• **Work to be completed**: Scan the entries line by line and return those with "const".

====

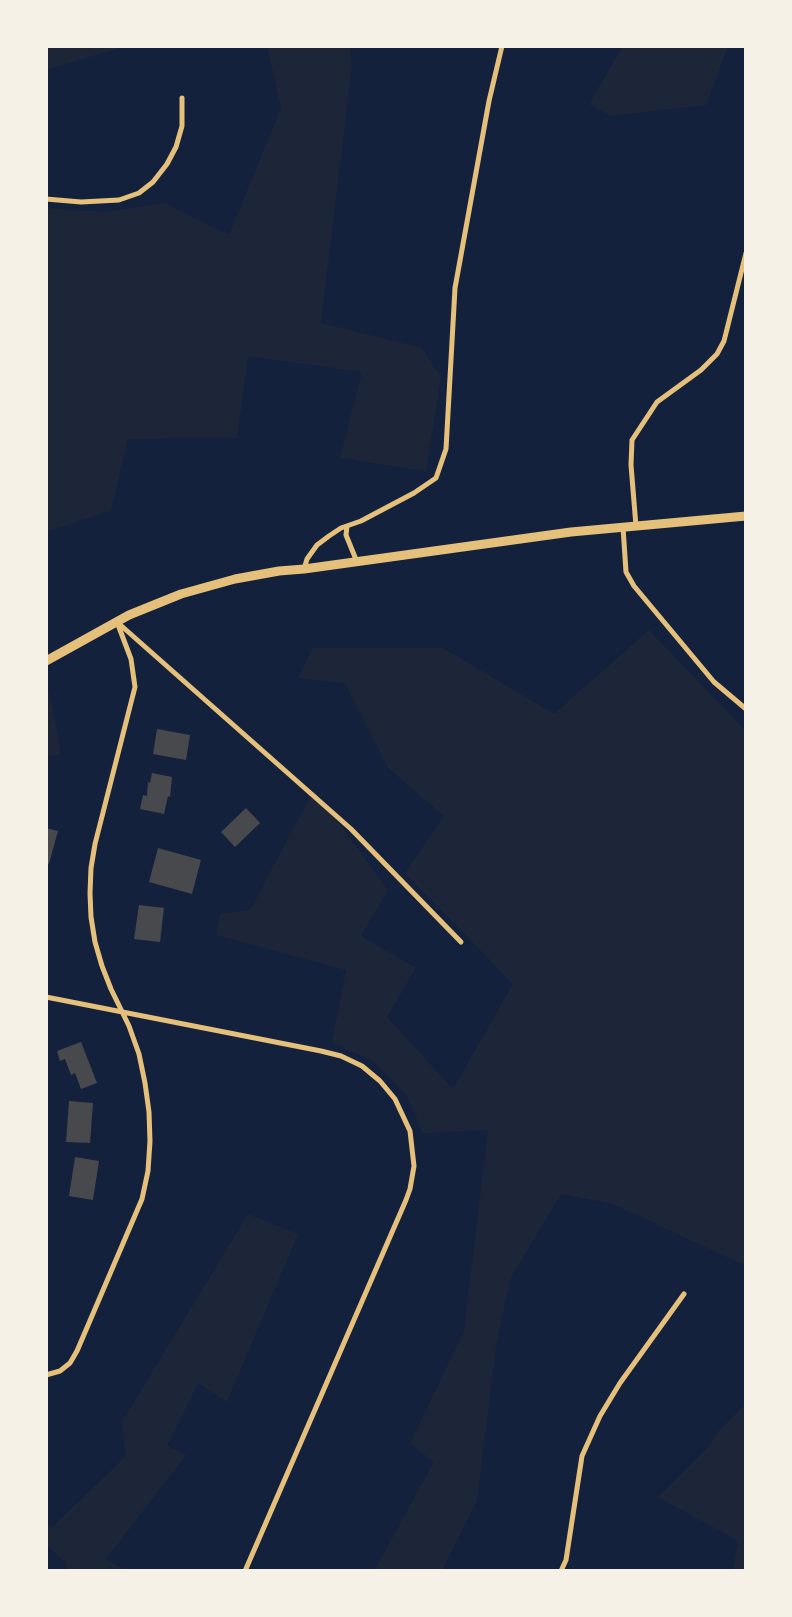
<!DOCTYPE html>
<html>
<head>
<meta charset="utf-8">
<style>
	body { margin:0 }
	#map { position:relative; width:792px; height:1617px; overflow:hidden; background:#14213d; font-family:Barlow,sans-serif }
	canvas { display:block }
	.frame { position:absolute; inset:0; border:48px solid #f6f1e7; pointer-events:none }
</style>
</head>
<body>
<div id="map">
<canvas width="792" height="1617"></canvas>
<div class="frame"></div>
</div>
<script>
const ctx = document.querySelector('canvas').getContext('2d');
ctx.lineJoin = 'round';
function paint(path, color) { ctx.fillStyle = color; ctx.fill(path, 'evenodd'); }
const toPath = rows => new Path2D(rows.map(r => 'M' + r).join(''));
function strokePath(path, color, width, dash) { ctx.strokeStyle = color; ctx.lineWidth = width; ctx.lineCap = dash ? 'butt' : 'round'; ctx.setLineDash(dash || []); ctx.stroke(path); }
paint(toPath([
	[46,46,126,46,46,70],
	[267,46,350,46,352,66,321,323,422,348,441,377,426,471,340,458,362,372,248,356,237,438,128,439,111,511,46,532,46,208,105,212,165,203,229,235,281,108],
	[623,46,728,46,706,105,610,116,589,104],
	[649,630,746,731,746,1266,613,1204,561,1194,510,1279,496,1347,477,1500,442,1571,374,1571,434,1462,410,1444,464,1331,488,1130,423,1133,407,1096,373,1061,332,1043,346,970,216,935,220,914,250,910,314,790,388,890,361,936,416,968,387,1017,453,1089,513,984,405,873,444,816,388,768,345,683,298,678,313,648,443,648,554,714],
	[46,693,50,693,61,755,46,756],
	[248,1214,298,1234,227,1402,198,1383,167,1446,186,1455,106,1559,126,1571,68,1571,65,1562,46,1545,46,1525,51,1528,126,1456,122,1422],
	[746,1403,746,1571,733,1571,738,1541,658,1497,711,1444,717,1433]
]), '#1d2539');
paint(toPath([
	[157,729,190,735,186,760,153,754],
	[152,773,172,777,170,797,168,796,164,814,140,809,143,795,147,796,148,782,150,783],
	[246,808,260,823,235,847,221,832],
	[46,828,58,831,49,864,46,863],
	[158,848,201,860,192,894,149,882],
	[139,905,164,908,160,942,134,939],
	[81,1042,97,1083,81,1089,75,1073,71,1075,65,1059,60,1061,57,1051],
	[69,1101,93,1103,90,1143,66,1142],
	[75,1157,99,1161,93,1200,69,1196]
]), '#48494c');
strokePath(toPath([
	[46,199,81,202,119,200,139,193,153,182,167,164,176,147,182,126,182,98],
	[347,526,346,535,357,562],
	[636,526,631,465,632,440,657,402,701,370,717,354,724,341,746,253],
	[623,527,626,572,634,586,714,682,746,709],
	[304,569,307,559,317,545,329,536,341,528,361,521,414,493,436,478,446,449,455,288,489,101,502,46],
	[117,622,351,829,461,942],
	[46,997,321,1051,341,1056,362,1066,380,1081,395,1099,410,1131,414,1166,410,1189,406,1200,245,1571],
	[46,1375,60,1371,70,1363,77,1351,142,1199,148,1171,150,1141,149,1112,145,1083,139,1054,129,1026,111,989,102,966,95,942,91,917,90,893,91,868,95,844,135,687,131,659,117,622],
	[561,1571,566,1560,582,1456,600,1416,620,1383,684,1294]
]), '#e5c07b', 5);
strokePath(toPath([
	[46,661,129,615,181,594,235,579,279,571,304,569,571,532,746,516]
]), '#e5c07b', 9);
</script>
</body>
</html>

====

• **Answer below**:
const ctx = document.querySelector('canvas').getContext('2d');
const toPath = rows => new Path2D(rows.map(r => 'M' + r).join(''));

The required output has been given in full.